Penang's modern history began in 1786, upon the establishment of George Town by Francis Light. Penang formed part of the Straits Settlements in 1826, which became a British crown colony in 1867. Direct British rule was only briefly interrupted during World War II, when Japan occupied Penang; the British retook Penang in 1945. Penang was later merged with the Federation of Malaya (now Malaysia), which gained independence from the British in 1957. 

Following the decline of its entrepôt trade towards the 1970s, Penang's economy was reoriented by the central government towards manufacturing. Today, it has become one of Malaysia's most vital economic powerhouses. Penang has the third highest Human Development Index (HDI) among Malaysia's states and territories, after Kuala Lumpur and Selangor.

Etymology 
The name Penang comes from the modern Malay name Pulau Pinang which means "areca nut island". The State of Penang is also referred to as the Pearl of the Orient and "The Island of Pearls" (in Malay: Pulau Mutiara).

Penang Island was originally known by native seafarers as Pulau Ka-Satu, meaning The First Island, because it was the largest island encountered on the trading sea-route between Lingga and Kedah. Similarly, the Siamese, then the overlord of Kedah, referred to the island as Koh Maak ().

In the 15th century, Penang Island was referred to as   () in the navigational drawings used by Admiral Zheng He of Ming China. Emanuel Godinho de Eredia, a 16th-century Portuguese historian, also referred to the island as  in the Description of Malacca.

History

Prehistory 
Human remains, dating back to about 5,000 to 6,000 years ago, have been uncovered in Seberang Perai, along with seashells, pottery and hunting tools.

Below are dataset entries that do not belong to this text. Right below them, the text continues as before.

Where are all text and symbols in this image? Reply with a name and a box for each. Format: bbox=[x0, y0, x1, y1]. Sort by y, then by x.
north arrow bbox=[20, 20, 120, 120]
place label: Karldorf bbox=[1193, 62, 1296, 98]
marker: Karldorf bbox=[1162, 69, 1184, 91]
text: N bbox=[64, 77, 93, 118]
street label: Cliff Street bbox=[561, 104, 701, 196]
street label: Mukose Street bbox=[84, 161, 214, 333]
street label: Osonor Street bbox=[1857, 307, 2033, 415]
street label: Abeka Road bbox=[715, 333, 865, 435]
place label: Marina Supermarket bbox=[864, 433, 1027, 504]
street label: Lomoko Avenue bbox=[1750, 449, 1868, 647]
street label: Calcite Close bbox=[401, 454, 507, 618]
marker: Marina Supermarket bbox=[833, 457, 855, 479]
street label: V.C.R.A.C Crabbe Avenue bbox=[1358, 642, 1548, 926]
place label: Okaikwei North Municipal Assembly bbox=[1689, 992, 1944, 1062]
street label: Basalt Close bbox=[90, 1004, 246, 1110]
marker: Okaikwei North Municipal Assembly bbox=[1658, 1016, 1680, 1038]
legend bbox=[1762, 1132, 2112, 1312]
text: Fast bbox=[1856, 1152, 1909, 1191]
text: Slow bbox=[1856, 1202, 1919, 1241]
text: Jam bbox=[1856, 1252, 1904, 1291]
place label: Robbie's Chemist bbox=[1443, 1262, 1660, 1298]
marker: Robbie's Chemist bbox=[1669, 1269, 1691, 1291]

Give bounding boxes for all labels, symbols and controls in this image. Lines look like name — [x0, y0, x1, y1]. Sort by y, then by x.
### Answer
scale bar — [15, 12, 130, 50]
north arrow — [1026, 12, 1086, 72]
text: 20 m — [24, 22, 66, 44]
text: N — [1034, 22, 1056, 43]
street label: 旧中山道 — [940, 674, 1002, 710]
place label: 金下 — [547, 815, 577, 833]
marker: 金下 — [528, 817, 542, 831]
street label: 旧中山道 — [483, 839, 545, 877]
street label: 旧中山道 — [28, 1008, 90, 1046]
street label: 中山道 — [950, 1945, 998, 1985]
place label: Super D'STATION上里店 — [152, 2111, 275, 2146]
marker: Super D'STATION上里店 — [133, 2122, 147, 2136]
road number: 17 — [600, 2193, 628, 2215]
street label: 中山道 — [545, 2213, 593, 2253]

These artifacts indicate that the earliest inhabitants of Penang were nomadic Melanesians during the Neolithic era.

Early history 
The Cherok Tok Kun megalith in Bukit Mertajam, uncovered in 1845, contains Pali inscriptions, indicating that the Hindu-Buddhist Bujang Valley civilisation based in what is now Kedah had established control over parts of Seberang Perai by the 6th century. The entirety of what is now Penang would later become part of the Sultanate of Kedah up to the late 18th century.

Founding of Penang 

The first British vessel arrived in Penang in June 1592. This ship, the Edward Bonadventure, was captained by James Lancaster. However, it was not until the 18th century did the British establish a permanent presence on the island. Prior to the first British settlement, in the early 18th century, three brothers of cross-strait traders from Minangkabau of Sumatra establish settlements on the island. They were Nakhoda Bayan, Nakhoda Intan, and Nakhoda Kecil who brought several followers from Batubara, northeast of Sumatra. They received the appropriate permissions by Ahmad Tajuddin, the sultan of Kedah, and then establish the settlements in Bayan Lepas, Balik Pulau, Gelugor, and Tanjung (now George Town). Other Minang merchants, Datuk Jannaton and Datuk Maharaja Setia who came in 1749, establish Batu Uban area. 

In the 1770s, Francis Light was instructed by the British East India Company to form trade relations in the Malay Peninsula. Light subsequently landed in Kedah, which was by then a Siamese vassal state. Aware that the Sultanate was under external and internal threats, he promised British military protection to the then Sultan of Kedah, Sultan Muhammad Jiwa Zainal Adilin II; in return, the Sultan offered Penang Island to the British.

It was only in 1786 when the British East India Company finally ordered Light to obtain the island from Kedah. Light negotiated with the new Sultan of Kedah, Sultan Abdullah Mukarram Shah, regarding the cession of the island to the British East India Company in exchange for British military aid. After an agreement between Light and the Sultan was ratified, Light and his entourage sailed on to Penang Island, where they arrived on 17 July 1786. Light took formal possession of the island on 11 August "in the name of His Britannic Majesty, King George III and the Honourable East India Company". Penang Island was renamed the Prince of Wales Island after the heir to the British throne, while the new settlement of George Town was established in honour of King George III.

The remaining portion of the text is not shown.